▶ What is needed
Your answer must be the exact lines below, starting with the line with "Give me a JSON" and going on through the line with "Annotation task. Extract", both included, with no pictures.

(Dataset entries)
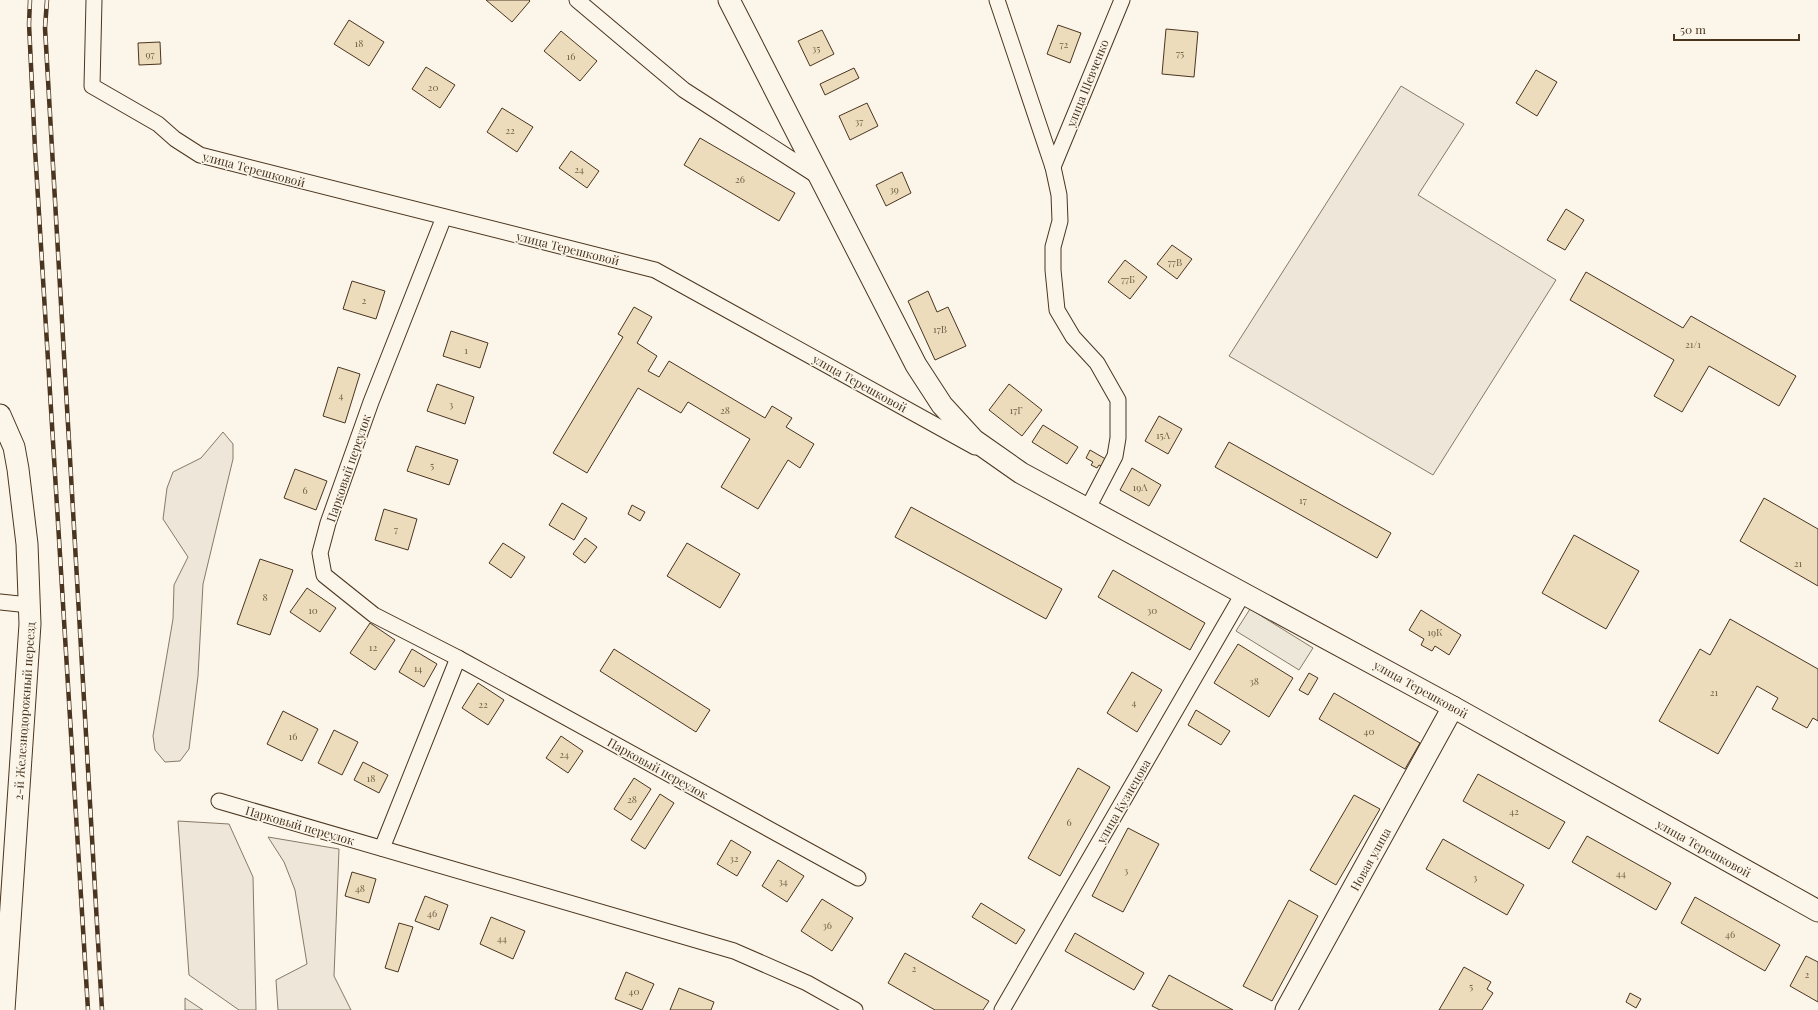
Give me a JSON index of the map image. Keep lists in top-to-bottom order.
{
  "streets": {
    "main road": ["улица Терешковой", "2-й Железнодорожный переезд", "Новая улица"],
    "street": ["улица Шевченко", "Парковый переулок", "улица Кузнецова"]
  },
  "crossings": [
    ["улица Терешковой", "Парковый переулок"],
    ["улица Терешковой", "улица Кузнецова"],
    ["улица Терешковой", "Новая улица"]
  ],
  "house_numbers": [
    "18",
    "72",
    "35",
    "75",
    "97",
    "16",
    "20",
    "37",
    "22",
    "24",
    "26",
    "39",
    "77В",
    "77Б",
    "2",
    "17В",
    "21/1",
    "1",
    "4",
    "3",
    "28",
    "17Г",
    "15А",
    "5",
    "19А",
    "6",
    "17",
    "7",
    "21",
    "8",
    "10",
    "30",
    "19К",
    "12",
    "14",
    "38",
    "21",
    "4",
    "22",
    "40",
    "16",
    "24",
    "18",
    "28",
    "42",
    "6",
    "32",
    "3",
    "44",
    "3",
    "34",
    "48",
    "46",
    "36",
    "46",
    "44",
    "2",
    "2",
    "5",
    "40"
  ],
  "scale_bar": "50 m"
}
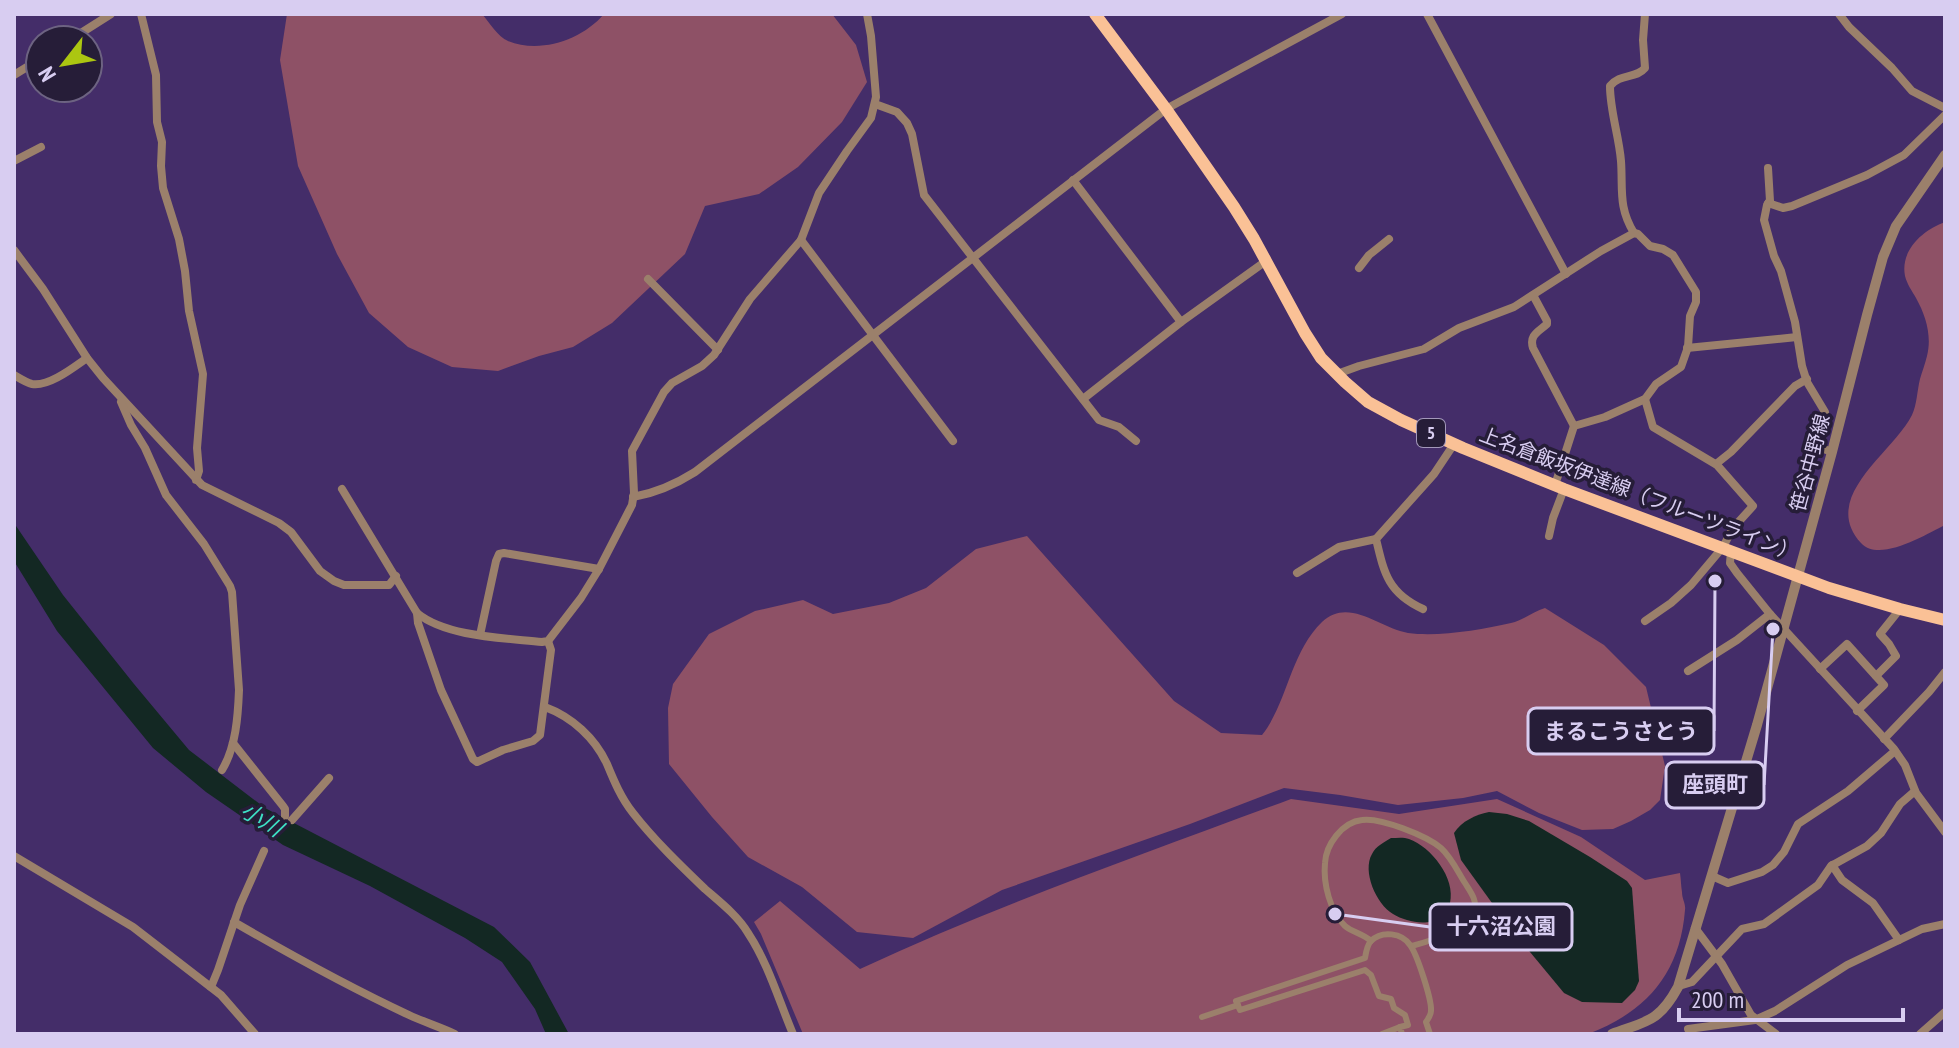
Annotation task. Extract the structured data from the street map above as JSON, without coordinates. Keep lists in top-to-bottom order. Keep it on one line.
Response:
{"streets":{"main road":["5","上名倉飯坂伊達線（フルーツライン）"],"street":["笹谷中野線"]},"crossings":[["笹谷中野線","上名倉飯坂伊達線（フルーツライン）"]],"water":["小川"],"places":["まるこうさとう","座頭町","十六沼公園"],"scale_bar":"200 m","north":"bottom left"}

--

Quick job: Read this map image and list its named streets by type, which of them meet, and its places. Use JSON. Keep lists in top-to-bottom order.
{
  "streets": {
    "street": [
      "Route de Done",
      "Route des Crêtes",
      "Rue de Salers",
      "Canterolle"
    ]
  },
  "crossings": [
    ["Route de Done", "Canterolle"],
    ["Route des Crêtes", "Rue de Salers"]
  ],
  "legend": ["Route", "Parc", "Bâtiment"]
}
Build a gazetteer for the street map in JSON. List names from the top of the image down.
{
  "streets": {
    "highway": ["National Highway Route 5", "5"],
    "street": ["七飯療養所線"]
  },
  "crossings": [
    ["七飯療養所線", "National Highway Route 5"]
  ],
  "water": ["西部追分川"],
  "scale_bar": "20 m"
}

▶ Expected output
Give me a JSON index of the map image. Keep lists in top-to-bottom order.
{
  "streets": {
    "main road": ["улица Терешковой", "2-й Железнодорожный переезд", "Новая улица"],
    "street": ["улица Шевченко", "Парковый переулок", "улица Кузнецова"]
  },
  "crossings": [
    ["улица Терешковой", "Парковый переулок"],
    ["улица Терешковой", "улица Кузнецова"],
    ["улица Терешковой", "Новая улица"]
  ],
  "house_numbers": [
    "18",
    "72",
    "35",
    "75",
    "97",
    "16",
    "20",
    "37",
    "22",
    "24",
    "26",
    "39",
    "77В",
    "77Б",
    "2",
    "17В",
    "21/1",
    "1",
    "4",
    "3",
    "28",
    "17Г",
    "15А",
    "5",
    "19А",
    "6",
    "17",
    "7",
    "21",
    "8",
    "10",
    "30",
    "19К",
    "12",
    "14",
    "38",
    "21",
    "4",
    "22",
    "40",
    "16",
    "24",
    "18",
    "28",
    "42",
    "6",
    "32",
    "3",
    "44",
    "3",
    "34",
    "48",
    "46",
    "36",
    "46",
    "44",
    "2",
    "2",
    "5",
    "40"
  ],
  "scale_bar": "50 m"
}
Annotation task. Extract the structured data from the street map above as JSON, without coordinates. Keep lists in top-to-bottom order. Keep it on one line.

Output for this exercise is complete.